Hacía tiempo que no leía un libro tan
impactante. Con una prosa inteligente y densa, por momentos algo manierista e
iluminada, esta fábula desgarrada de
lo que nos hace odiosos y abominables también es un durísimo canto de amor y,
por último, una llamada para que el silencio que al final permanecerá sea el que
sucede al grito del último hombre que entregó su vida por amor.
“En un rapto de histeria el Pequeño toma varios puñados de
tierra y se los come. Piedras minúsculas rechinan en sus muelas y la arenilla
le raya el esmalte, afeando la mueca con que pretende imitar una sonrisa. Tarda
pocos segundo en agacharse y vomitar una oscura pasta de tierra y de bilis,
pero la sonrisa sigue colgando de su cara. Parece resucitado.
- Beeerrrrggggg, beeerrrrrrggggg, dice.
El Grande no sabe si ha sido un acceso de
hambre o una tentativa de suicidio. Viendo cómo sonríe es más probable que
obedezca a una crisis de cordura definitiva. Lo noquea de un golpe cuando
vuelve a rebañar la tierra para seguir comiendo.

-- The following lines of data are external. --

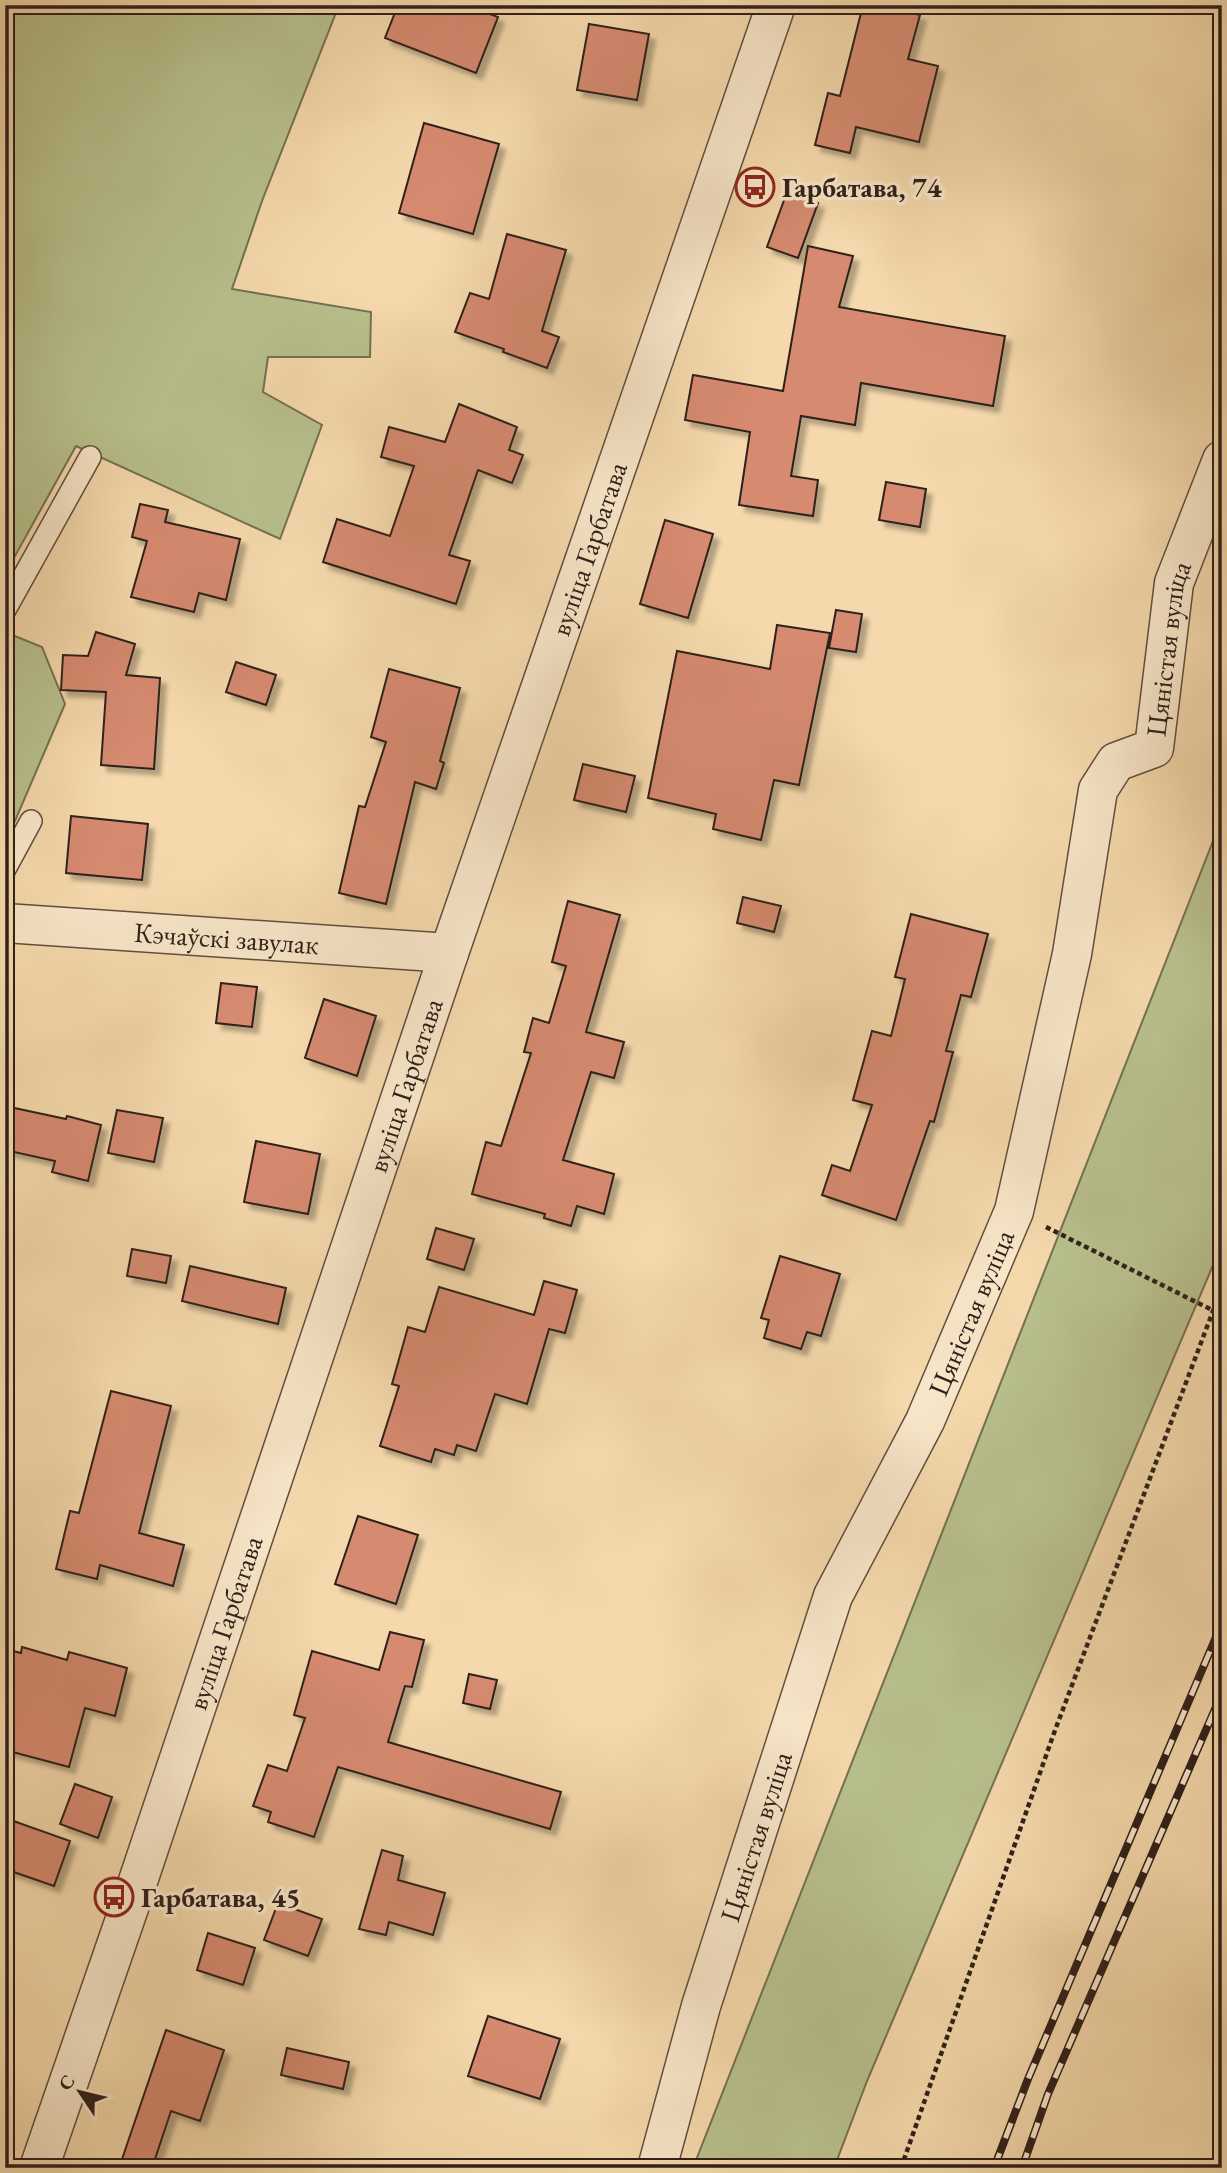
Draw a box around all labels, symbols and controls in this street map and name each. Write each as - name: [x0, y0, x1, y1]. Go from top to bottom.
- bus stop icon: Гарбатава, 74: [734, 166, 776, 208]
- place label: Гарбатава, 74: [782, 169, 943, 205]
- street label: вуліца Гарбатава: [542, 456, 635, 640]
- street label: Цяністая вуліца: [1138, 555, 1199, 738]
- street label: Кэчаўскі завулак: [133, 914, 320, 962]
- street label: вуліца Гарбатава: [359, 993, 451, 1177]
- street label: Цяністая вуліца: [920, 1223, 1022, 1401]
- street label: вуліца Гарбатава: [179, 1530, 271, 1714]
- street label: Цяністая вуліца: [711, 1746, 800, 1926]
- bus stop icon: Гарбатава, 45: [93, 1876, 135, 1918]
- place label: Гарбатава, 45: [141, 1879, 301, 1915]
- north arrow: [46, 2058, 116, 2128]
- text: С: [52, 2070, 81, 2095]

Incluso inconsciente no pierde esa
sonrisa de loco.
En horas siguientes el Pequeño tiene
despertares, momentáneos espasmos de lucidez que se alternan con desgarradores
gritos, lloriqueos, discursos inconexos. No tiene fiebre; más bien parece que
se ha golpeado la cabeza y el impacto le ha movido el cerebro de sitio, dándole
la vuelta. Escupe continuamente. Sus párpados suben y bajan como las alas de
una mosca, batiendo grandes legañas cobrizas que se desprenden de sus pestañas
y se le quedan pegadas a las mejillas. Una lepra invisible lo está devorando.
- Agua, solicita.
El Grande le da de beber.
- Tengo frío.
El Grande se recuesta junto a él y lo
abraza con todo su cuerpo.
- Tengo calor.
El Grande le abre la camisa, remoja su
cuello y su nuca con agua fresca, y después ondea la suya propia para hacer
corriente.
- Estoy sucio.
El Grande le baja los pantalones, limpia
con tierra húmeda sus nalgas y lo viste de nuevo.
- Tengo miedo.
El Grande lo levanta en sus brazos, igual
que haría un recién casado con su esposa, y lo mece. Pesa tan poco que podría
sostenerlo con una mano.
- Mátame.
El libro de Ivan Repila es una joya que pocas veces se asoma a la literatura española. Si fuera un autor extranjero hacia ya tiempo que estaría traducido a varios idiomas, donde sin duda, será apreciado como lo que es: Ivan Repila un autor extraordinario y "El niño...." una obra impactante, transformadora... literatura de la buena.
ResponderEliminarCompletamente de acuerdo, Rosana. Me parece un libro descomunal. Ayer lo citaban en Babelia a propósito de libros "revolucionarios". Pero es más que eso. Me gusta el adjetivo que usas: transformador. Un saludo.